Transport Secretary Justine Greening launches the HS2 project which promises to slash journey times between major UK cities – but campaigners tell Channel 4 News there could be legal challenges.

Transport Secretary Justine Greening has launched the scheme, which will initially run from London to Birmingham.

She said: “I have decided Britain should embark upon the most significant transport infrastructure project since the building of the motorways by supporting the development and delivery of a new national high speed rail network.

“By following in the footsteps of the 19th century railway pioneers, the Government is signalling its commitment to providing 21st century infrastructure and connections – laying the groundwork for long-term, sustainable economic growth.”

Ms Greening also announced extra tunnelling for sections of the 140-mile route between London and Birmingham.

Read more: Justine Greening's HS2 statement

Martin Tett, Conservative leader of Buckinghamshire County Council, told Channel 4 News HS2 was a scheme hatched by the previous Labour government and was “a classic tax and spend project” whose economic benefits had been exaggerated.

£32bn high-speed rail route gets green light

‘Years of destruction’

Steve Rodrick, chief officer of the Chilterns Conservation Board, said the scheme’s “environmental credentials are nil” and there would be “years of destruction”.

But Transport Minister Norman Baker told Channel 4 News that the coalition government had embarked on “the biggest rail investment programme since Victorian times”, with “money being spent like never before on railways and roads”. He said the government hoped the eventual cost of the rail link would be lower than £32bn.

The first £16.4bn phase, introducing 225mph trains and cutting London-Birmingham journey times to 49 minutes, could be completed by 2026. A second phase, taking HS2 to Manchester and Leeds in a Y-shaped route, would be completed around 2032/33.

However, campaigners against the project told Channel 4 News that they were still considering legal action to stop it.

A spokeswoman for 51m – a group of 18 councils, so-named because £51m is the amount they say HS2 will cost each parliamentary constituency – said their legal teams were looking at their options.

She said: “We are still studying the details of today’s announcement, however there would appear to be nothing so far that would dissuade us from considering this course of action.”

Any action would likely take the form of individual legal challenges led by aggrieved councils.
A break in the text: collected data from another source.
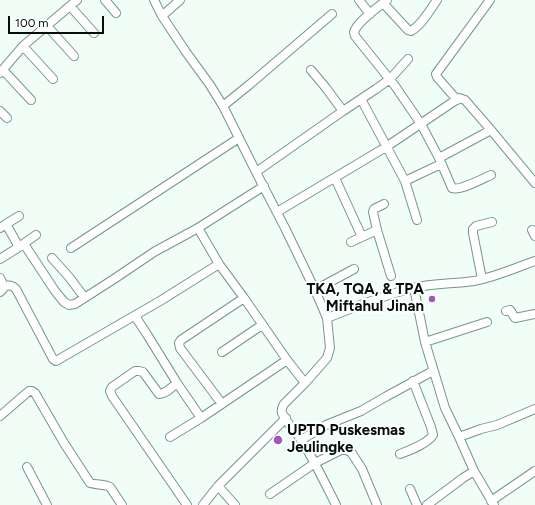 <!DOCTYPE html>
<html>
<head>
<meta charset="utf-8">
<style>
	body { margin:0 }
	#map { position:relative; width:535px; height:505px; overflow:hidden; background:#f1fef7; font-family:Figtree,sans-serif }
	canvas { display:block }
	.scale { position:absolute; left:8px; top:16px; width:96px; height:18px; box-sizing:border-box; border:2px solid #040f0a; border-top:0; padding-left:5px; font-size:12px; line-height:14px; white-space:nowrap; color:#040f0a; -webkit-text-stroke:3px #fff; paint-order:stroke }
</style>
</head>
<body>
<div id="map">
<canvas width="535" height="505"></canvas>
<div class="scale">100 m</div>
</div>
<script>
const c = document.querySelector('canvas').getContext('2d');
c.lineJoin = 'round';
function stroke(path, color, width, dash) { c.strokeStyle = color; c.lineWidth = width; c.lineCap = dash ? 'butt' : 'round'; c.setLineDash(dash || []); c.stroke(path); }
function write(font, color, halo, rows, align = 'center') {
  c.font = font + ' Figtree,sans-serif'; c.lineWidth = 4; c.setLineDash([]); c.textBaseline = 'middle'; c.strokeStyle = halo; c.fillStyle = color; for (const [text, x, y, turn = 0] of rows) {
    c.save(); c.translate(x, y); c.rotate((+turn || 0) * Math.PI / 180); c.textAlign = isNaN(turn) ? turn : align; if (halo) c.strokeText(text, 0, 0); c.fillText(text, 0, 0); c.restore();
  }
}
const minor = new Path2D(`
	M105,0L116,13
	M154,0L162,16L186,52L210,85L223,106L256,172L285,228L315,290L327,318L330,348L327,358L305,383L284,404C282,407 281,409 282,413C285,421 297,433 302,441C315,462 325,483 336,505
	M359,0L370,14
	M387,0C378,7 357,22 354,32L355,36L395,86L421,124L439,158L452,188C460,191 482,179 491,175
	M383,3L408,30L411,31C421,26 430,10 437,0
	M70,6L94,33
	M162,16L180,0
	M47,26L74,56
	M23,46L53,79
	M3,70L31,100
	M311,70L326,88L343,111
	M0,73L23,46L77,0
	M361,99L405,181L417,220
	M457,100L437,77L436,74L490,0
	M223,106L249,85L332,14
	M0,111L7,118
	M439,158L491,130
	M256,172L343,111L376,89L390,79L408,59
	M335,178L362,237
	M405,181L441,164
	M384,204L374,209L373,212L377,230L391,276
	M277,212L386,147L459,98L465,100L491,130L535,183
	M6,224L19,216
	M0,228L6,224L19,247
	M198,228L219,264L244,298L287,360L305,383
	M532,230L535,236
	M351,242L377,230
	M24,244L55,291L64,302L69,305L75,304L114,279L154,252L198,228L264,186
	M71,248L239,138
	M52,258L69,277L81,293L85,297
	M0,259L19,247L36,235
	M0,278C3,284 6,288 0,292
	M482,279L473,233V229L476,226L492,222
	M4,286C9,285 12,285 16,289L53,359L56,361L160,301L219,264
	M414,288L425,342L445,408L459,437L474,471L494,505
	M315,290L354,269
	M506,311L510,310C512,312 513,316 515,318L535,314
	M135,316L148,336L177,383L201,418
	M327,318C355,307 384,295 413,288C433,283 454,284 474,281C495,277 515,268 535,261
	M425,342L487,322
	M222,352L262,325
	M177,383C172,387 166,394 159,394L143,372L139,371H135L112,387L110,391L112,396L187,505
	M222,404L180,348L179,343L181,340L244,298
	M0,416L29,391H32L35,393L64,443L90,483C97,485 105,484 110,487L122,505
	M170,437L201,418L287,360
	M459,437L481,429L497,425L535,409
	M301,440L326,425L361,411L387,396L433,371
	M400,454C410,450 427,444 433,435L431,427L413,381
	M27,467L47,505
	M218,486L235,505
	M410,489L417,505
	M270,494L315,463L341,450H346L351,452L362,469L377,505
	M491,501L535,471
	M203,505L218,486L286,418
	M427,505L463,478L474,471`);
stroke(minor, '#769686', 10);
stroke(minor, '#fff', 8);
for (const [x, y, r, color] of [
	[432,299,4,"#a852bf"],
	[278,440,5,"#a852bf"]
]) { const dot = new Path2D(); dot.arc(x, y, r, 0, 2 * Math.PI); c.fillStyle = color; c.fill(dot); stroke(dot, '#fff', 1.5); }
write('bold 15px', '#040f0a', '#fff', [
	["TKA, TQA, & TPA",424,290],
	["Miftahul Jinan",424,307],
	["UPTD Puskesmas",287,431,"left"],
	["Jeulingke",287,448,"left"]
], 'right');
</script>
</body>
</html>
For example, according to a story in local paper The Bucks Herald, Aylesbury Vale District Council had already begun preparing the case for a judicial review of the decision even before it was announced.
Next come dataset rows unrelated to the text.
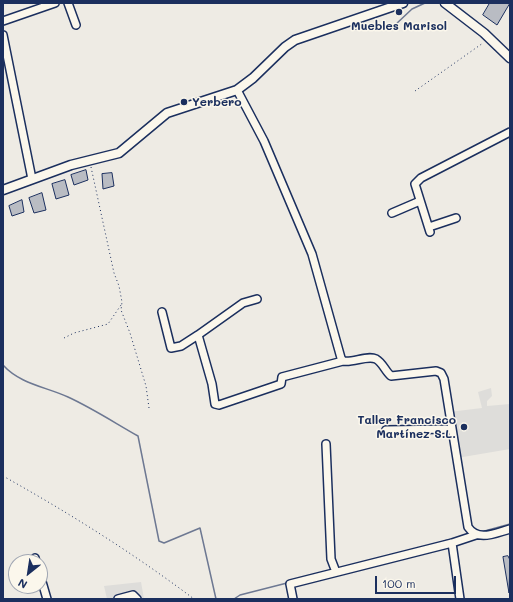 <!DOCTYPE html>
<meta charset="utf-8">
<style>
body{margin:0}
#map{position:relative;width:513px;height:602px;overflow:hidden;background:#eeebe4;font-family:Mali,sans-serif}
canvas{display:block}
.frame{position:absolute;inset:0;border:4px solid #1b2f5e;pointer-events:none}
.north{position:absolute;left:8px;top:554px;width:40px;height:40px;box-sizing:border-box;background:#fbf7ec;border:1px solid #a1a7b3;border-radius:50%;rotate:210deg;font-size:11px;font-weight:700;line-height:16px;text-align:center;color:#1b2f5e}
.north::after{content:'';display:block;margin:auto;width:14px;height:18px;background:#1b2f5e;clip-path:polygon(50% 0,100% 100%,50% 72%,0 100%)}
.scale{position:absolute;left:375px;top:576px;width:81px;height:18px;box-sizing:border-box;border:2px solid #1b2f5e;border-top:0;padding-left:5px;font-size:12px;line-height:14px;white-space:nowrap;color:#1b2f5e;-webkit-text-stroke:3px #fbf7ec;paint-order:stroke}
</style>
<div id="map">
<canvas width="513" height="602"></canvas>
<div class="frame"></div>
<div class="north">N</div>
<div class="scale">100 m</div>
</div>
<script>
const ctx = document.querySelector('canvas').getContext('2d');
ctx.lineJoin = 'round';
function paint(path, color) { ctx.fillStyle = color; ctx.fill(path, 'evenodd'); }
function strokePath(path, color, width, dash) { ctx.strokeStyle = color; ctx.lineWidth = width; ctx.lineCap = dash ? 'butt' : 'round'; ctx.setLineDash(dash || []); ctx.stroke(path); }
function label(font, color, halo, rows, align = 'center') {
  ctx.font = font + ' Mali,sans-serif'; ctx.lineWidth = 3; ctx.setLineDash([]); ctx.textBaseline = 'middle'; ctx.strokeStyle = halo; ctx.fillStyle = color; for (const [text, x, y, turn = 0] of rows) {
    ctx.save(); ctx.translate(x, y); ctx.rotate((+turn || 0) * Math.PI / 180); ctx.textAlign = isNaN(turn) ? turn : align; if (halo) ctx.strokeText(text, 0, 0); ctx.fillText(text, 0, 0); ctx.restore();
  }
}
const built = new Path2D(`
 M491,388L492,396L487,401V406L510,404V449L457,458L449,412L482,408L478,392Z
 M141,582L144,599H107L104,586Z`);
const stream = new Path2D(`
 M352,29H383L395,25L412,9L425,3
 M3,365C20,384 46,387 68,397C92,408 115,423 138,436L159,541L164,543L200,528L216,599
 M481,532L510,524
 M444,541L452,539
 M234,599L240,595L287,583`);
const building = new Path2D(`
 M490,3H510L497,25L483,15Z
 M86,170L88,180L74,185L71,175Z
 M112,173L114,186L103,189L102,174Z
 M65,180L69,195L56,199L52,184Z
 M42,193L46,210L34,213L29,198Z
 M22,200L24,212L12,216L9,206Z
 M508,556L510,560L509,593L503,557Z`);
const path = new Path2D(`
 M415,91L483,43
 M91,167L114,273L119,286L122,302L121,310L130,333L146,386L149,408
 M64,338L74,333L108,324L121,305
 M3,476C69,513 133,553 194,599`);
const minor = new Path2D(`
 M68,3L76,25
 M3,21L55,3
 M3,35L32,179
 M237,90L264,141L312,254L341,358L343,361C353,363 367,355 376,359C383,363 385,371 391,376L436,371L441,373L444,379L468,527C478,542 495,533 510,529
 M392,213L420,201
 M429,227L456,218
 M430,232L415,184L421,178L510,132
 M257,299L243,303L198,335L212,384L215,404L219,405L281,384L282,377L343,361
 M162,312L171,348L181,346L198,335
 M386,430L452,429
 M326,444L331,559L336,572
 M452,543L460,599
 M35,558L36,562
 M40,575L47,599
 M118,599L133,595L137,599
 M293,599L290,584L452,543L476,535`);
const major = new Path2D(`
 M445,3L484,33L510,58
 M3,190L71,165L119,153L167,113L237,90L253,78L285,47L295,40L403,3`);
const markers = [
 [399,12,4,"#1b2f5e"],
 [184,102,4,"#1b2f5e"],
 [464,427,4,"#1b2f5e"]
];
const poiNames = [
 ["Muebles Marisol",399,26],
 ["Yerbero",192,102,"left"],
 ["Taller Francisco",456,420,"right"],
 ["Martínez S.L.",456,434,"right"]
];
paint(built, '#deddda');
strokePath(stream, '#6d7892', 1.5);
paint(building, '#b9bcc3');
strokePath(building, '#1b2f5e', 1);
strokePath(minor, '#1b2f5e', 10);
strokePath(major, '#1b2f5e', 11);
strokePath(path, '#1b2f5e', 1, [1, 3]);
strokePath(minor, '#fbf7ec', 7);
strokePath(major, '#fbf7ec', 8);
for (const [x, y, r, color] of markers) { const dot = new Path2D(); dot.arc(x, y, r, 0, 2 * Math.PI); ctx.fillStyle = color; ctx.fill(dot); strokePath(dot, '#fbf7ec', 1.5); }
label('bold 12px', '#1b2f5e', '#fbf7ec', poiNames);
</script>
FactCheck: Tracking the cost of high speed rail 

New measures

The HS2 announcement included detail on new elements of the route. These include a 1.4-mile tunnel near Amersham in Buckinghamshire as well as a new 2.75-mile tunnel in Ruislip in north west London.
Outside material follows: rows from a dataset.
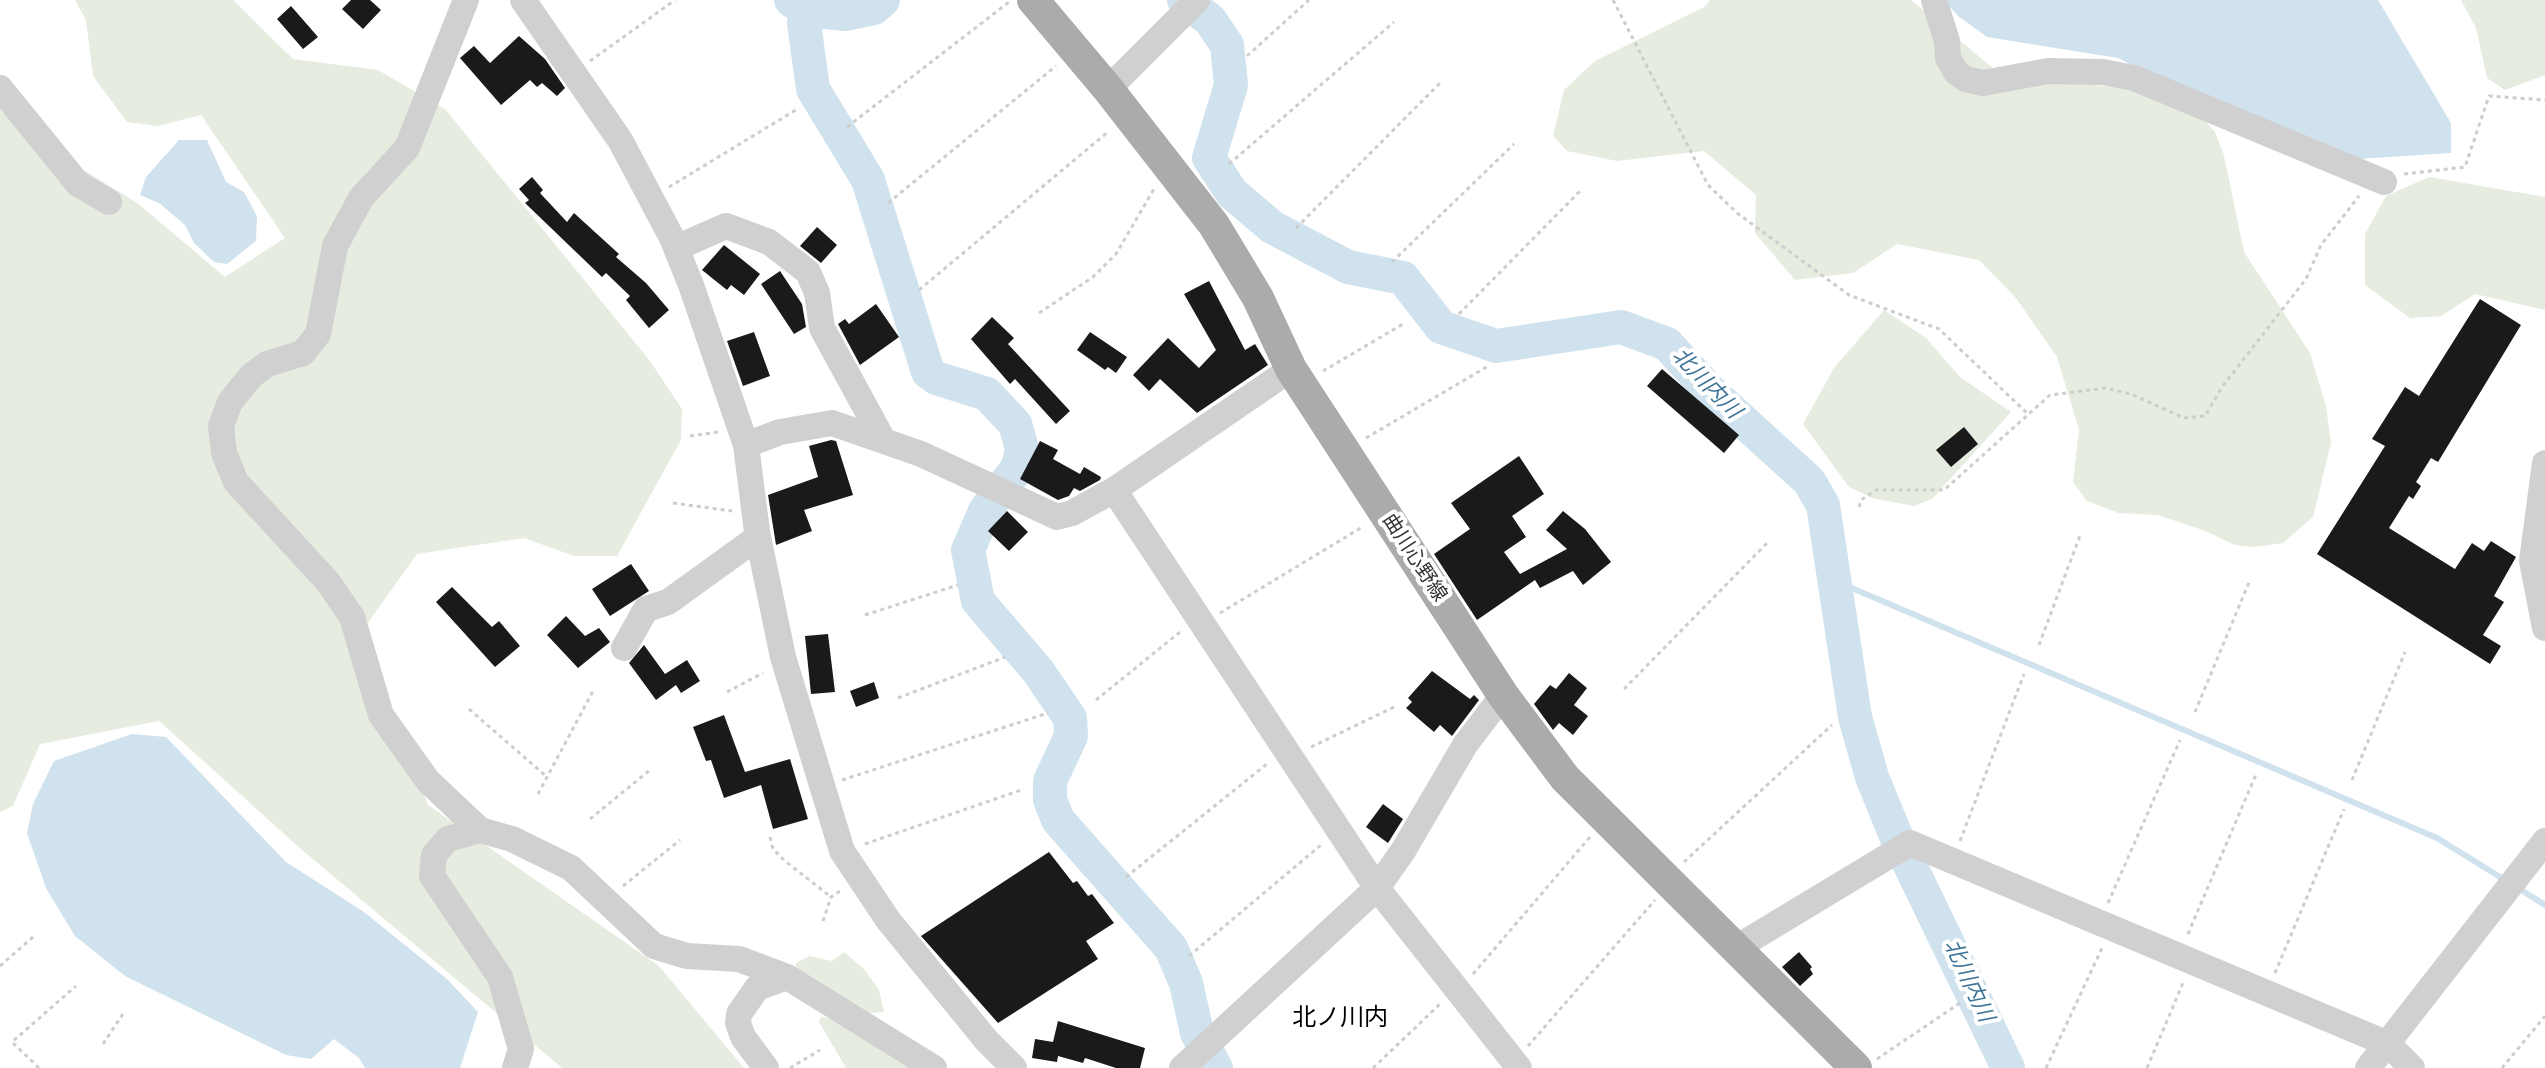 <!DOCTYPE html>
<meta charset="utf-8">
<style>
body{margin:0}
canvas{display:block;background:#fff}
</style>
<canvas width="2545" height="1068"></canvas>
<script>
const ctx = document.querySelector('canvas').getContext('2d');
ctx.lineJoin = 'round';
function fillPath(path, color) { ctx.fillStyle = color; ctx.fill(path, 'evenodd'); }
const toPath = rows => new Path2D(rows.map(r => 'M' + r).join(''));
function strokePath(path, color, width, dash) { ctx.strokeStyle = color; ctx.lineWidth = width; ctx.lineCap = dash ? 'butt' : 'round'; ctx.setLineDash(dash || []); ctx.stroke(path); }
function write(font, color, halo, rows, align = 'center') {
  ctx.font = font + ' Signika,"Noto Sans JP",sans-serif'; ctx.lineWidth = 8; ctx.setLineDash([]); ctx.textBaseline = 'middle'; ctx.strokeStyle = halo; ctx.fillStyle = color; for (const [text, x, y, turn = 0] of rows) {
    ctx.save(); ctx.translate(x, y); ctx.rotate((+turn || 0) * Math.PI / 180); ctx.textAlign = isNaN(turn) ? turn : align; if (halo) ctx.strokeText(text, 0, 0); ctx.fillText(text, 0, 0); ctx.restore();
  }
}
fillPath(toPath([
 [75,0,233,0,293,59,378,70,445,109,650,361,682,409,681,440,617,556,574,556,524,538,417,554,362,631,428,805,659,966,744,1068,562,1068,302,850,159,721,40,744,13,806,0,812,0,98,27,135,137,203,225,277,285,238,201,115,158,126,127,122,93,76,86,20],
 [1710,0,1911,0,2000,74,2122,88,2196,111,2215,132,2224,156,2244,252,2310,353,2326,406,2331,443,2313,517,2283,543,2253,547,2235,545,2203,530,2158,515,2119,513,2087,501,2073,482,2079,430,2057,357,2016,298,1979,260,1897,244,1853,273,1795,280,1755,233,1756,195,1704,151,1617,161,1567,151,1553,136,1564,90,1595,61,1706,6],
 [2461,0,2545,0,2545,75,2505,90,2487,78,2476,28],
 [2429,177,2545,197,2545,310,2475,294,2441,316,2410,318,2365,285,2365,234,2386,196],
 [1884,310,1926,338,1960,377,2011,412,1932,499,1914,506,1872,498,1849,487,1803,424,1834,368],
 [844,952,864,969,879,990,884,1012,861,1013,795,973,796,963,810,956,832,961],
 [821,1017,831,1019,914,1068,846,1068,819,1022]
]), '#e6ecdf');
fillPath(toPath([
 [1944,0,2378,0,2451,123,2451,153,2358,159,2214,106,2118,58,1987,37,1958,16],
 [179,140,207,140,226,182,244,192,257,216,256,241,227,264,214,262,194,243,185,225,159,203,140,195,146,177],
 [132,734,166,737,286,862,364,912,447,979,478,1012,460,1068,365,1068,359,1058,334,1039,311,1059,286,1055,125,976,75,936,46,888,27,833,33,804,54,761]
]), '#cfe2ee');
strokePath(toPath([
 [1833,580,2437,838,2505,880],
 [2518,888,2545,905]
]), '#cfe2ee', 6);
strokePath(toPath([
 [791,0,807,10,845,14,874,8,883,0],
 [1184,0,1210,20,1227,45,1231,85,1209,158,1232,193,1272,227,1348,267,1403,278,1441,327,1496,346,1621,327,1667,344,1710,391,1809,481,1823,505,1855,717,1872,777,1896,836,2008,1068],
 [807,10,804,23,813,89,868,180,928,372,936,378,987,394,1015,424,1018,434,1022,449,1018,467,985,511,968,550,978,601,1038,671,1070,718,1071,736,1050,781,1050,800,1058,820,1171,948,1186,983,1197,1033,1216,1068]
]), '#cfe2ee', 34);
fillPath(toPath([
 [351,0,370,0,381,10,363,29,342,9],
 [291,6,318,37,303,49,277,19],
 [519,36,545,59,565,88,557,96,542,83,537,87,530,80,501,105,460,58,474,46,490,63],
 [532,177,543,190,540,193,567,222,574,213,619,254,616,257,646,283,669,310,649,328,626,300,630,296,606,273,602,277,525,203,529,200,519,189],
 [817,227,837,245,821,263,800,246],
 [724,245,760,274,744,295,731,285,727,290,702,270],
 [780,271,802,304,806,327,794,334,761,284],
 [1209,281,1245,350,1255,344,1268,365,1197,413,1160,379,1149,391,1133,375,1168,338,1199,368,1216,350,1184,294],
 [2480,299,2521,325,2438,462,2431,458,2416,482,2421,486,2413,499,2409,496,2389,528,2455,569,2472,543,2484,551,2491,541,2516,557,2494,596,2504,602,2483,635,2501,646,2490,664,2317,554,2385,446,2372,439,2405,387,2419,396],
 [876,304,899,337,860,365,838,324,845,319,849,324],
 [992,317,1014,338,1008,344,1070,411,1056,424,1015,379,1010,384,971,339],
 [754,332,770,376,743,386,727,341],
 [1090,332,1127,357,1116,373,1108,367,1105,370,1077,350],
 [1662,369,1739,435,1724,453,1647,386],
 [1964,427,1978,444,1951,467,1936,450],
 [831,440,836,441,853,495,804,510,812,531,776,545,768,495,818,477,809,446],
 [1040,441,1058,450,1053,459,1080,474,1084,467,1101,477,1100,480,1080,491,1074,488,1069,496,1058,500,1020,479],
 [1519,456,1544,494,1512,516,1526,537,1504,552,1520,574,1567,549,1546,530,1563,511,1585,529,1611,562,1583,585,1573,571,1540,588,1535,580,1477,620,1434,554,1470,529,1451,503],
 [1007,511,1028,532,1009,551,988,531],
 [631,564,649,591,610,616,592,589],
 [452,587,492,627,499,621,520,646,495,667,436,602],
 [566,616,585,636,599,628,610,642,578,668,547,635],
 [828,634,835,692,811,694,805,636],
 [644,645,665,674,687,660,700,681,681,693,676,685,656,700,629,663],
 [1432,671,1470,699,1474,695,1479,700,1452,736,1440,725,1434,732,1406,708,1412,702,1408,698],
 [1569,673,1587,688,1574,705,1588,716,1573,735,1559,723,1553,730,1534,704,1550,685,1556,689],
 [874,682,879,698,856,707,850,691],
 [724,715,745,772,790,759,808,819,773,829,761,785,724,798,711,760,706,761,693,727],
 [1383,804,1403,819,1388,843,1366,827],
 [1049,852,1073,883,1077,881,1088,896,1092,894,1114,923,1086,941,1098,959,998,1023,921,936],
 [1799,952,1812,967,1810,969,1813,974,1800,986,1782,967],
 [1058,1021,1145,1048,1140,1068,1116,1068,1085,1058,1083,1063,1058,1056,1057,1062,1032,1058,1035,1039,1053,1042]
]), '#1a1a1a');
strokePath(toPath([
 [1613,0,1708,185,1737,213,1849,295,1939,329,2028,414],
 [1247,56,1309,0],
 [590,61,675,0],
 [847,127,1009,2],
 [1229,164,1394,22],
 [2404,174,2465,167,2489,96,2545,100],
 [669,187,799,108],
 [888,203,1056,66],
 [1296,228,1442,81],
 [1392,262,1514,144],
 [919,290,1109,131],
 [1039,313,1093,277,1116,254,1154,189],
 [1459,314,1581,190],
 [1323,371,1403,324],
 [690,436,718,432],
 [1366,438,1490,365],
 [673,503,732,511],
 [1859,507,1861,500,1876,490,1944,490,2050,395,2105,388,2131,394,2184,418,2205,416,2222,387,2306,279,2321,245,2359,196],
 [1220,613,1364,526],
 [865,615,958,585],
 [2039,645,2081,533],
 [1624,689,1769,541],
 [727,692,763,673],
 [898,698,1005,657],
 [1096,700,1180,632],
 [469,709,547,777],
 [2195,712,2250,580],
 [1311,747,1394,707],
 [842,780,1048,713],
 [2352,780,2405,652],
 [538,794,593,691],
 [590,819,650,770],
 [770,837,773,849,785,861,831,897],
 [1960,841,2024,674],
 [865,844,1024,789],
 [1684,862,1832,725],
 [1126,877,1267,764],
 [623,886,680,840],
 [2108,903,2180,740],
 [823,921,831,897,840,891],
 [2188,934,2257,772],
 [1189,956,1321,845],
 [0,966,33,937],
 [2275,973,2344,809],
 [1473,974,1590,837],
 [103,1044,123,1014],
 [1528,1046,1655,900],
 [1877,1059,1960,1003],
 [39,1068,12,1042,76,986],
 [790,1068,820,1050],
 [1373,1068,1440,1004],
 [2046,1068,2102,948],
 [2147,1068,2183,983],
 [2502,1068,2545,1016]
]), '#cdcdcd', 3, [4, 4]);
strokePath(toPath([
 [466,0,407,148,361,198,335,246,318,334,303,353,267,364,251,376,230,402,221,426,224,453,236,482,328,582,352,617,381,715,428,781,480,830],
 [523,0,620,140,672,238,691,285,746,445,757,532,783,657,842,851,888,920,987,1041,1014,1068],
 [1934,0,1947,41,1948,58,1956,72,1965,79,1983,83,2048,71,2103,72,2134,78,2384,182],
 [0,88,78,184,109,202],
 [1108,89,1197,0],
 [676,248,726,226,769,242,808,272,817,293,822,328,882,438],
 [746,445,780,432,832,423,921,454,1057,517,1072,513,1114,490,1291,369],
 [2545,463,2532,561,2545,628],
 [1114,490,1377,888,1519,1068],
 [624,648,646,609,668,602,758,537],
 [1736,948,1910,843,2388,1044,2412,1068],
 [515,1068,521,1049,500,977,432,876,434,855,448,839,480,830,512,839,571,868,654,946,687,956,739,959,787,977,934,1068],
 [766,1068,743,1037,738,1023,739,1014,757,988,787,977],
 [1182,1068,1377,888,1403,851,1465,745,1503,695],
 [2368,1068,2545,841]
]), '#d0d0d0', 26);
strokePath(toPath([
 [1033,0,1108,89,1214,225,1258,298,1291,369,1503,695,1565,778,1856,1068]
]), '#ababab', 32);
write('20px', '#333', '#fff', [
 ["曲川心野線",1414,558,57]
]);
write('italic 22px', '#3f7597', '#fff', [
 ["北川内川",1706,384,46],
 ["北川内川",1968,981,65]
]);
write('24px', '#000', '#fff', [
 ["北ノ川内",1340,1019]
]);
</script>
Other new tunnels, or extensions to already-planned tunnels, will be at Greatworth in Northamptonshire, Turweston in Buckinghamshire, Chipping Warden and Aston le Walls in Northamptonshire, Wendover in Buckinghamshire, and Long Itchington Wood in Warwickshire.

It is claimed the scheme will generate £44bn for the UK economy over 60 years.

But residents in the Chilterns as well as some local authorities and Tory MPs have long opposed the project which will see the first phase completed by around 2026, with the extension north of Birmingham completed by around 2032/33.

The creation of HS2 will mean some homes will be demolished and some households suffer from noise.

Welsh Secretary Cheryl Gillan, whose constituency is Chesham and Amersham, has threatened to resign over HS2.